### Action item
Find the lines in the records that carry the word "halo". Copy each one.

### Data shown
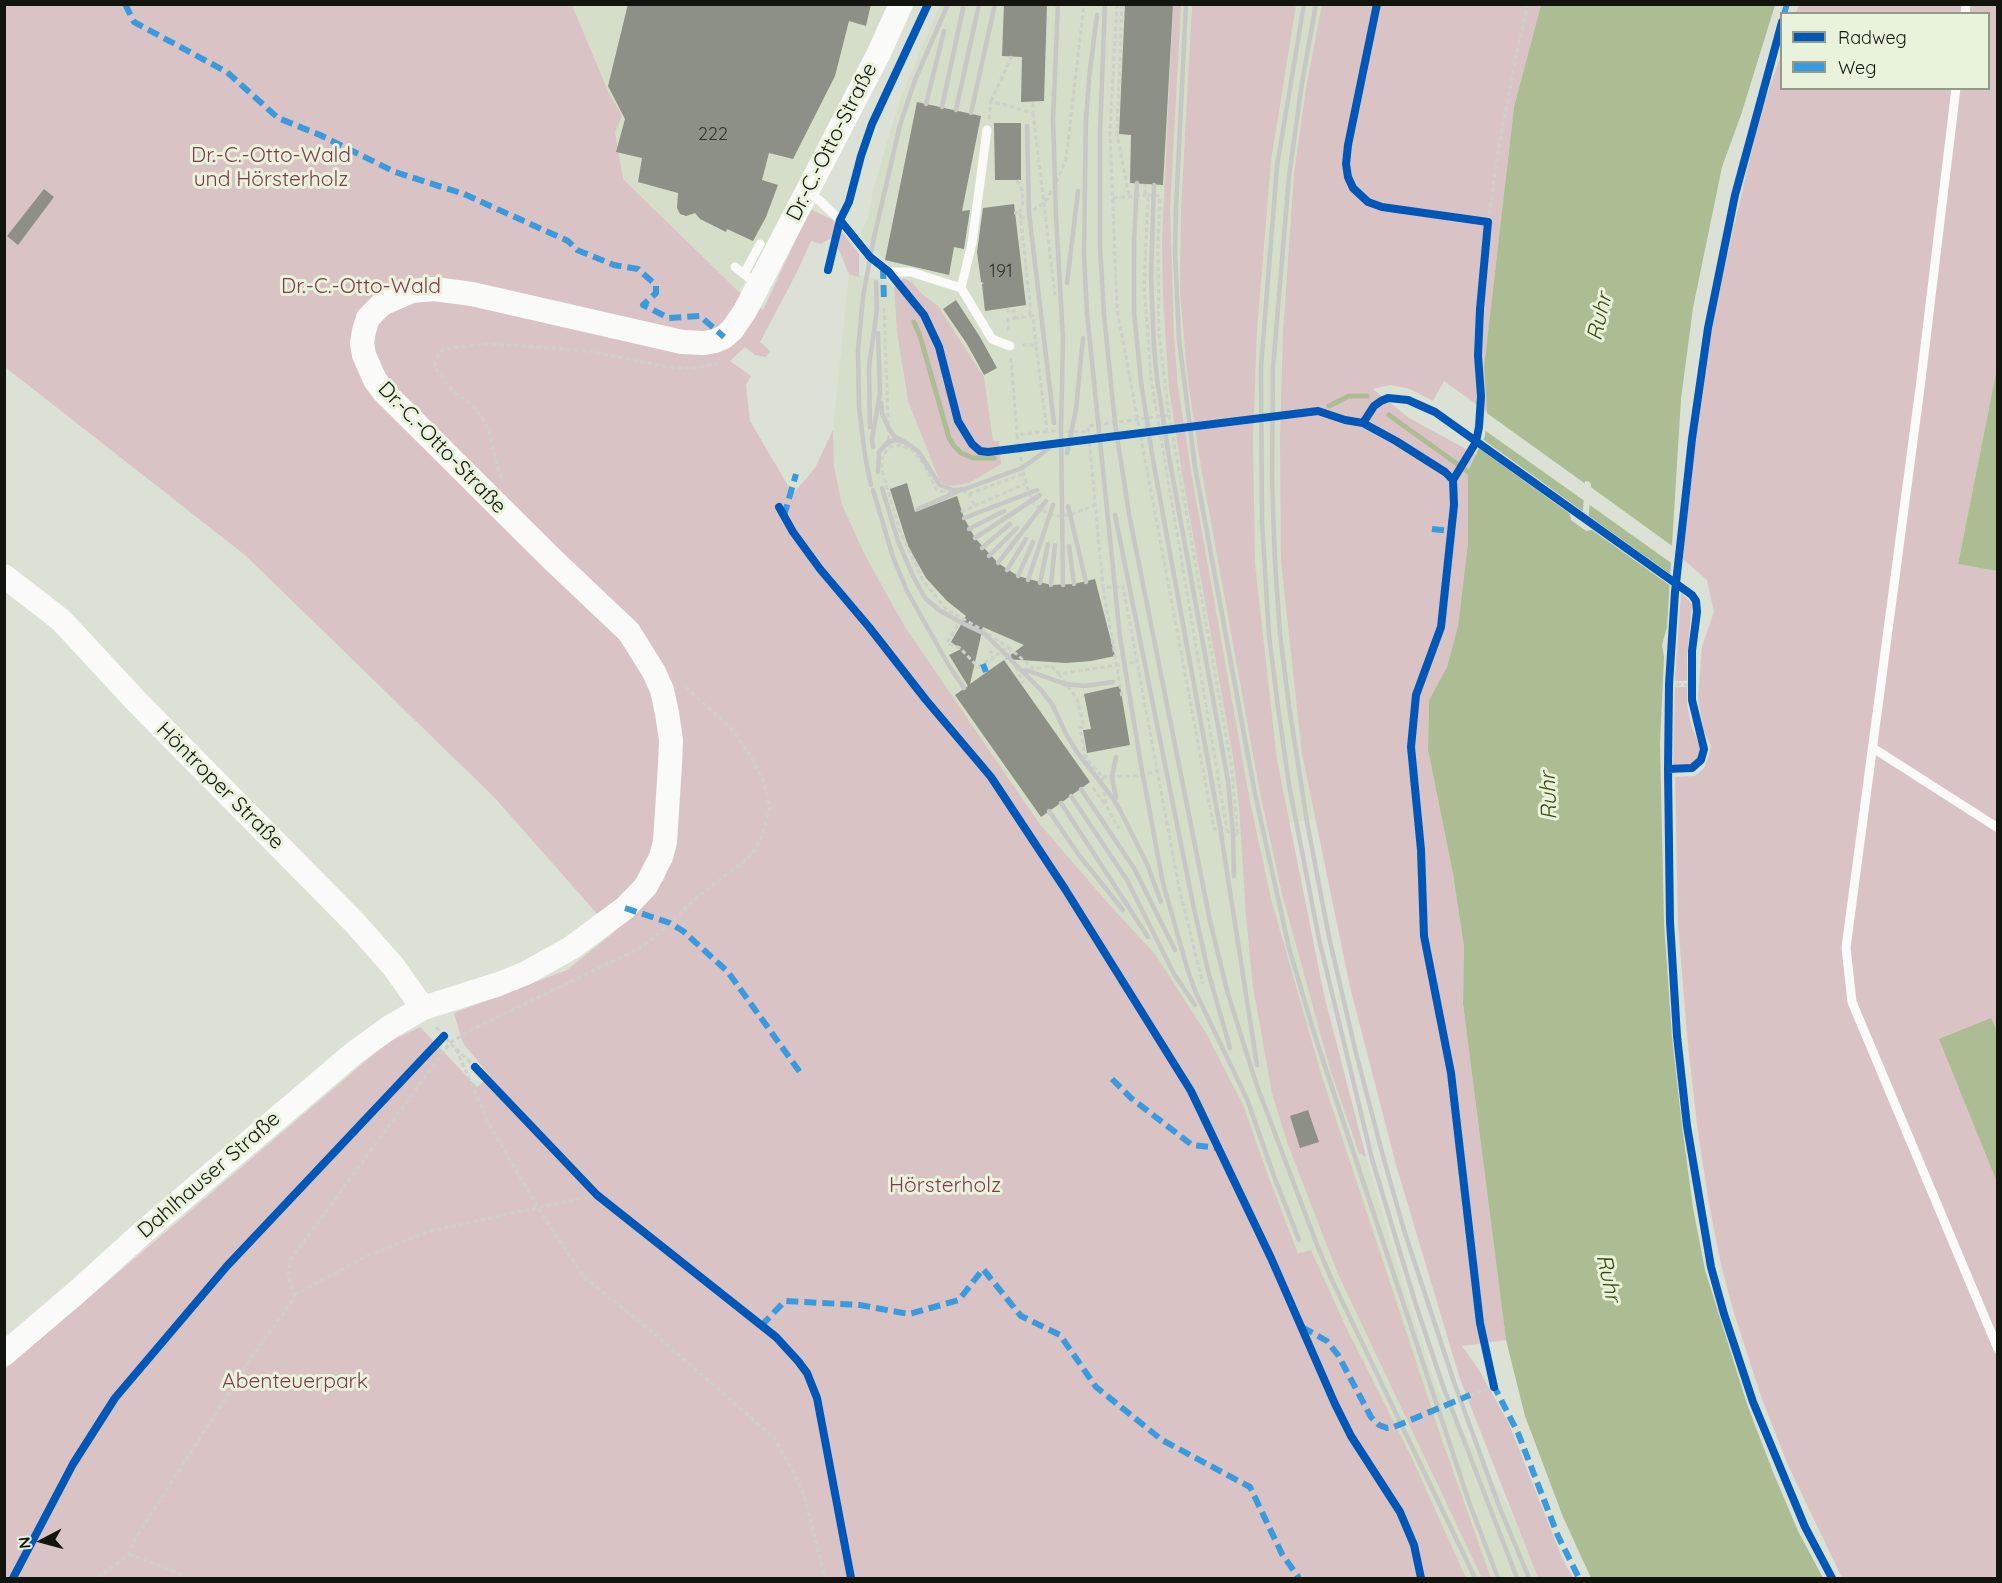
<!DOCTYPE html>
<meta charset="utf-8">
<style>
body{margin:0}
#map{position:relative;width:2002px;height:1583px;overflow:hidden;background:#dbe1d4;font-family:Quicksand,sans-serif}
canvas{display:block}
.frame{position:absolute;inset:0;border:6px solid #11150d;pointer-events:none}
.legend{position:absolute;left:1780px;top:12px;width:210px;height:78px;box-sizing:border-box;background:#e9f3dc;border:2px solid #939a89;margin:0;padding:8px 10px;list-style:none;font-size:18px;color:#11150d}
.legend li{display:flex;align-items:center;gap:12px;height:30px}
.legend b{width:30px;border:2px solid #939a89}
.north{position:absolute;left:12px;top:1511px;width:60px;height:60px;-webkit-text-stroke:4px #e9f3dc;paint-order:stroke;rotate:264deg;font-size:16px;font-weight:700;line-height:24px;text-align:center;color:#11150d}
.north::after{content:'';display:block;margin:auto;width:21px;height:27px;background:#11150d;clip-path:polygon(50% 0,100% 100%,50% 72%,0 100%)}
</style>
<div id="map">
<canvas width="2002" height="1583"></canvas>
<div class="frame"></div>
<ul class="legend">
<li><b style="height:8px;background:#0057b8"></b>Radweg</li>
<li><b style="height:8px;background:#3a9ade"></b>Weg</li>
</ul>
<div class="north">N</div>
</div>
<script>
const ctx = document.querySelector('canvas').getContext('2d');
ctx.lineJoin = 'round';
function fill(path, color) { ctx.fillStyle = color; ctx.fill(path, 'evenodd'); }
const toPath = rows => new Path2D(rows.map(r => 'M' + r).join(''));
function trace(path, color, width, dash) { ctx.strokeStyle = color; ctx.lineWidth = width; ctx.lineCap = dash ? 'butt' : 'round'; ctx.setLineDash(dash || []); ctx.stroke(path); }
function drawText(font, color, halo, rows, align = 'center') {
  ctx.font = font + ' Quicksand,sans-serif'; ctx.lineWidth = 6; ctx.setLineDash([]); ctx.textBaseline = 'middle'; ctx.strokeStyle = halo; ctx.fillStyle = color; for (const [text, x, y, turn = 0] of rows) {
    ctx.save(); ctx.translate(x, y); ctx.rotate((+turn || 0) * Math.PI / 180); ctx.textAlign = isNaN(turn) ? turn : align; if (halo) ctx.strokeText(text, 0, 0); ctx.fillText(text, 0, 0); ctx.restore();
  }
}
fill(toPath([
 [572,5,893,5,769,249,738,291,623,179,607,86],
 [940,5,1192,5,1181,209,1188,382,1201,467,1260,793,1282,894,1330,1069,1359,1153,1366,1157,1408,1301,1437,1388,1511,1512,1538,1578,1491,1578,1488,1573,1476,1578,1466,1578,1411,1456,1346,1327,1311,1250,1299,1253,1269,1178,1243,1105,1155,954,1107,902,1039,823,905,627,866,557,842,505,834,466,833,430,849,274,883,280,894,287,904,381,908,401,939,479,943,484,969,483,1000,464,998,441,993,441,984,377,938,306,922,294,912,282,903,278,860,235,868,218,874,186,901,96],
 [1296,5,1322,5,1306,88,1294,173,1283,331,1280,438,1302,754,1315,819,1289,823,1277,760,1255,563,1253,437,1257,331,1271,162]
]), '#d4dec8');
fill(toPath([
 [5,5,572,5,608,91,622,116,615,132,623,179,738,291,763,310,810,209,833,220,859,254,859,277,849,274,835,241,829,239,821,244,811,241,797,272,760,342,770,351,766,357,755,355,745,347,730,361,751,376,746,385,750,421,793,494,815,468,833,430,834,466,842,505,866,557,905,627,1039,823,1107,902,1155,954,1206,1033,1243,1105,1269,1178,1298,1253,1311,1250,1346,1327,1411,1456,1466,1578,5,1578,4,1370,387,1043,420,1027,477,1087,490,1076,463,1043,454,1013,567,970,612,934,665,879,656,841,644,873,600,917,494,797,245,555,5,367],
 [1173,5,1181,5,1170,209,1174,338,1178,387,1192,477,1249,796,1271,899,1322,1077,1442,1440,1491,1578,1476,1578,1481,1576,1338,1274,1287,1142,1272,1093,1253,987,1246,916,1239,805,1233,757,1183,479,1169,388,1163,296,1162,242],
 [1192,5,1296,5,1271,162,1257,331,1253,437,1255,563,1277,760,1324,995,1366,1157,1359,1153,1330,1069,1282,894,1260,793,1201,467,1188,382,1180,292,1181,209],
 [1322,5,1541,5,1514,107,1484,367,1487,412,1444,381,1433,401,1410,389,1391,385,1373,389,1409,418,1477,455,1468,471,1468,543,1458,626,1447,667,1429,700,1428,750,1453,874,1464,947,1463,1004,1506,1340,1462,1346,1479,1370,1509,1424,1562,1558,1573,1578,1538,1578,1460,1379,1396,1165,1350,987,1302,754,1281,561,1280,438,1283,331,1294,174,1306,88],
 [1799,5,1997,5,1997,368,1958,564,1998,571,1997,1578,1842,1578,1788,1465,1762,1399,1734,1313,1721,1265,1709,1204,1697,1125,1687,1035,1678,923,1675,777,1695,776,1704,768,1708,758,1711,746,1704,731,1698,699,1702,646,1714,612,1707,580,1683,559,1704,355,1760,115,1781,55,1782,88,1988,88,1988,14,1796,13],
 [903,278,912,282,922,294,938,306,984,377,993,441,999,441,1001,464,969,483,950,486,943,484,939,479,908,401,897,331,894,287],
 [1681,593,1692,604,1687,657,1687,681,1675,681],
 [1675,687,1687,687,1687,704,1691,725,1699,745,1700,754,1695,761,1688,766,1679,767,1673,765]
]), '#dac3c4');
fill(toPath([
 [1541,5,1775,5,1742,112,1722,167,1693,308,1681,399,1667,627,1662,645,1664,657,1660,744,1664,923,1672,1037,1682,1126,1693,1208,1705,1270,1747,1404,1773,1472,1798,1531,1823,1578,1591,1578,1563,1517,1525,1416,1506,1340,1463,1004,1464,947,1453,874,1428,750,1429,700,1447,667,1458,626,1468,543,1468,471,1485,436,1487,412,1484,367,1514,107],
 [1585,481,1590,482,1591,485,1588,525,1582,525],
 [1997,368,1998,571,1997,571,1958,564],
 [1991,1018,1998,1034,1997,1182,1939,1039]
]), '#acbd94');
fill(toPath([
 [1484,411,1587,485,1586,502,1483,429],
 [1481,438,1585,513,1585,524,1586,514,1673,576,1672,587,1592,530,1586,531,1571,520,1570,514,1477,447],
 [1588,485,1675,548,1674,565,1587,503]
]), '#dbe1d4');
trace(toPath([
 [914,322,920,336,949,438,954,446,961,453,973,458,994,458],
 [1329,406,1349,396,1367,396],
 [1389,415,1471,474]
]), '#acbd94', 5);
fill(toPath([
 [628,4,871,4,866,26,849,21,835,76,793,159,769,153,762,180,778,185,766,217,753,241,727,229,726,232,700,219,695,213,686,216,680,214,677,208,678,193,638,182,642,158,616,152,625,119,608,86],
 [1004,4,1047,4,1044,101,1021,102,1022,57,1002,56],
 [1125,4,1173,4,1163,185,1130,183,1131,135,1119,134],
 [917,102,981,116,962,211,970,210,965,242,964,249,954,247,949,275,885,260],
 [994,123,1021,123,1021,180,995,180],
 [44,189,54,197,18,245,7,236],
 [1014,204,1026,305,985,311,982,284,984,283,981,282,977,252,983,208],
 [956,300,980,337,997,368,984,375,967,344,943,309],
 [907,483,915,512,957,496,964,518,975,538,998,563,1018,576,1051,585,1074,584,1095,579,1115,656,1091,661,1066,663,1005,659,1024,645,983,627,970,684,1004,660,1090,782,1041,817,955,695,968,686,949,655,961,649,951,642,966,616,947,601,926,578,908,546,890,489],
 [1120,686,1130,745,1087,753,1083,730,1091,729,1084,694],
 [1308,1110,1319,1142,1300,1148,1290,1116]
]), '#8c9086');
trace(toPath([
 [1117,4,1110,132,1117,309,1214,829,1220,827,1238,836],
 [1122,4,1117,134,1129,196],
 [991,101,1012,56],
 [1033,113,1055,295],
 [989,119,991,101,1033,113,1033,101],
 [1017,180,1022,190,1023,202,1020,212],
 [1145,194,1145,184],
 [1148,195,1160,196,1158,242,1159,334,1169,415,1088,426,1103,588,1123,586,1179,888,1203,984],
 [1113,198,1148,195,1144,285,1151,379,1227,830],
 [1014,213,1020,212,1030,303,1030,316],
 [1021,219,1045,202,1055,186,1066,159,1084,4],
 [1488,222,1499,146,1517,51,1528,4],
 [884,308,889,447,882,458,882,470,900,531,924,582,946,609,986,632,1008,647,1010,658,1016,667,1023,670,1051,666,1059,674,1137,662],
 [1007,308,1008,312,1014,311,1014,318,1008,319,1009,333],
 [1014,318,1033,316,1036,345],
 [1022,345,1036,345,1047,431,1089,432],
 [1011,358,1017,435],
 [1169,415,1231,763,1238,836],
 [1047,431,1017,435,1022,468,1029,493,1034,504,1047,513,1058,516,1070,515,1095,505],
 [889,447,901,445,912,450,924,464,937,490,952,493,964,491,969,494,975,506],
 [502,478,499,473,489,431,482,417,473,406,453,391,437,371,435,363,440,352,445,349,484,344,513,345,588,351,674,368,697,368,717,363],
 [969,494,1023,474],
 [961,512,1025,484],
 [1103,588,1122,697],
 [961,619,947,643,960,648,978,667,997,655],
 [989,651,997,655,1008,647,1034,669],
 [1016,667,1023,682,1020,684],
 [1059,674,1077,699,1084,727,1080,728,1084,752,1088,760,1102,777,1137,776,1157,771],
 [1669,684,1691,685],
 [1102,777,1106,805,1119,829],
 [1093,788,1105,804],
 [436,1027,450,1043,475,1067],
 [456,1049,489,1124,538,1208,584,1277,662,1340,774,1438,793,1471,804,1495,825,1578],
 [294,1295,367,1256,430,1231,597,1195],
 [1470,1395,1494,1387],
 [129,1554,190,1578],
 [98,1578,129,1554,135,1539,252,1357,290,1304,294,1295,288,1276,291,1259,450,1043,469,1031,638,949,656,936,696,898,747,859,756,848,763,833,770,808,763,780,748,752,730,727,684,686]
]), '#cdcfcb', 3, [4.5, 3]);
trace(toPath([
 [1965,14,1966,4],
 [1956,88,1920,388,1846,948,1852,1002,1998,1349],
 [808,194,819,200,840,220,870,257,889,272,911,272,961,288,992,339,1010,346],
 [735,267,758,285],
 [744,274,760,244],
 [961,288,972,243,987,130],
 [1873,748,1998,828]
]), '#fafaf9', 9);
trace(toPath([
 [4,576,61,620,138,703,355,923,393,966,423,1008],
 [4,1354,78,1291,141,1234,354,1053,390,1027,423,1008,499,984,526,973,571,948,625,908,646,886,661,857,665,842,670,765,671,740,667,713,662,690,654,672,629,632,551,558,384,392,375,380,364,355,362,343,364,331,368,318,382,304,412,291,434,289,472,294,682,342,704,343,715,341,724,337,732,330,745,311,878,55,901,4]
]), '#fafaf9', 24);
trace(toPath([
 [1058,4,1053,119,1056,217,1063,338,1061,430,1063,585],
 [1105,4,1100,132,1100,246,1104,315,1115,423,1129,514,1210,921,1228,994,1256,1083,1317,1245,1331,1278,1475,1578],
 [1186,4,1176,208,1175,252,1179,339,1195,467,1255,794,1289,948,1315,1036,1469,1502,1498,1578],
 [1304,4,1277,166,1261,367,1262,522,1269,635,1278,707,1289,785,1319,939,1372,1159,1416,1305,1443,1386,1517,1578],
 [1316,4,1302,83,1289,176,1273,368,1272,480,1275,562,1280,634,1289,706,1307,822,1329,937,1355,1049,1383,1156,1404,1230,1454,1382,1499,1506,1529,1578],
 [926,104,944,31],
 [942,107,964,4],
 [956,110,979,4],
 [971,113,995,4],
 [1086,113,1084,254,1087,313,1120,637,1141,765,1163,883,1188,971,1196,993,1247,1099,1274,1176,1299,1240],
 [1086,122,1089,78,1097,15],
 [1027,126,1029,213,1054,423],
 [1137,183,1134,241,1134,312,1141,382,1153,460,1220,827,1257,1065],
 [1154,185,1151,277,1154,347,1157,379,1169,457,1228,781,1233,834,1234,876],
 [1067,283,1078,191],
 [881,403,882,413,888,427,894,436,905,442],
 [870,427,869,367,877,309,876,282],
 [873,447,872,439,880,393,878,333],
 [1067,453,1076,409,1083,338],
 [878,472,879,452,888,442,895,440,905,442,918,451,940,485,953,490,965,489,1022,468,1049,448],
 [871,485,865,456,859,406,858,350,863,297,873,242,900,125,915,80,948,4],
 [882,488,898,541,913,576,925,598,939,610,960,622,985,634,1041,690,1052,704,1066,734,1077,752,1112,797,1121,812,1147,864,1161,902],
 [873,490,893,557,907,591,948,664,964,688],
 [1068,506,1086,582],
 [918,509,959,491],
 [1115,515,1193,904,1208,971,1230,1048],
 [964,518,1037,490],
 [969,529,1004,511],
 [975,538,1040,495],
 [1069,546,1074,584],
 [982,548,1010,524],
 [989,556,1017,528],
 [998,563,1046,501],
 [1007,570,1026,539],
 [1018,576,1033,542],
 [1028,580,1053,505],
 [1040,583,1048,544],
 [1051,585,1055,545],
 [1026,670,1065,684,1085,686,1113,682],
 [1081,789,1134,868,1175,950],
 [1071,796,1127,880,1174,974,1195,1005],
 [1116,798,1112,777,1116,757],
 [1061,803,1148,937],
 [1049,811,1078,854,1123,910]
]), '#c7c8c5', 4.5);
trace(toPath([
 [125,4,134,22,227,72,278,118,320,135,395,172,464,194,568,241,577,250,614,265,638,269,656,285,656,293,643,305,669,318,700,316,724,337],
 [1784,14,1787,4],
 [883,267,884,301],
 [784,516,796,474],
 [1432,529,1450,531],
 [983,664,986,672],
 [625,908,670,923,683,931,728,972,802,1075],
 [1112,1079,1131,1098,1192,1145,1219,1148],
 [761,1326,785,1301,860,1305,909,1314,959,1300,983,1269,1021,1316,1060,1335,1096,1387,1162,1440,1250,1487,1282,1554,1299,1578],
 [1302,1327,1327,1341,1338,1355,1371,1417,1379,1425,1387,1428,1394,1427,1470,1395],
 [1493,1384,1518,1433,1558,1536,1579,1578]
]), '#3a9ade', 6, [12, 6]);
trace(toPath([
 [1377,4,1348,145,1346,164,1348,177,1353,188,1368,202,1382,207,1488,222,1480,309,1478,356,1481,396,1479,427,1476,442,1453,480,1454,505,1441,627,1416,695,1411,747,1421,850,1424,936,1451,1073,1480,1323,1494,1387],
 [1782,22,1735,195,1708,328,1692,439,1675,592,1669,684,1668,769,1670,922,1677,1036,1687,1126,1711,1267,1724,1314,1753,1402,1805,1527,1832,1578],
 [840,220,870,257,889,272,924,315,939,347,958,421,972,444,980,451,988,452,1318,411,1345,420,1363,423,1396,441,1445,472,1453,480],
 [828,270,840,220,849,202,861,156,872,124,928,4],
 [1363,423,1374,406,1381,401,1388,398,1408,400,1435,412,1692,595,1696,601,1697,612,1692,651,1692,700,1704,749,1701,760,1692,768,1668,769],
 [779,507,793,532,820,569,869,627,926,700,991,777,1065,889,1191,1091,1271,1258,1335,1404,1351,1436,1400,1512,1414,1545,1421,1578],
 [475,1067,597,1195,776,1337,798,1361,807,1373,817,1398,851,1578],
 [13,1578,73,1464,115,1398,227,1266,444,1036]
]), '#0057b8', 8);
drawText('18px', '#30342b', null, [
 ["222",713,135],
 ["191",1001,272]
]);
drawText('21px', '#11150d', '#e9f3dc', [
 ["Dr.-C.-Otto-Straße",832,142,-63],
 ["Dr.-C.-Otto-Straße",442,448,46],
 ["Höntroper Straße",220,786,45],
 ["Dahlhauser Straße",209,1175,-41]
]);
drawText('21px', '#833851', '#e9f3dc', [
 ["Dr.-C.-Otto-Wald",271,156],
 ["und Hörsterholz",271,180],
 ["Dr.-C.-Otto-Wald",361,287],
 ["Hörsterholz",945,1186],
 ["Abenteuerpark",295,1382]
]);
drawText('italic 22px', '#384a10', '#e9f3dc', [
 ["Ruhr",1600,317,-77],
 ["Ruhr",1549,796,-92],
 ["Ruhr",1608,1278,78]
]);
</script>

### Task answer
function drawText(font, color, halo, rows, align = 'center') {
  ctx.font = font + ' Quicksand,sans-serif'; ctx.lineWidth = 6; ctx.setLineDash([]); ctx.textBaseline = 'middle'; ctx.strokeStyle = halo; ctx.fillStyle = color; for (const [text, x, y, turn = 0] of rows) {
    ctx.save(); ctx.translate(x, y); ctx.rotate((+turn || 0) * Math.PI / 180); ctx.textAlign = isNaN(turn) ? turn : align; if (halo) ctx.strokeText(text, 0, 0); ctx.fillText(text, 0, 0); ctx.restore();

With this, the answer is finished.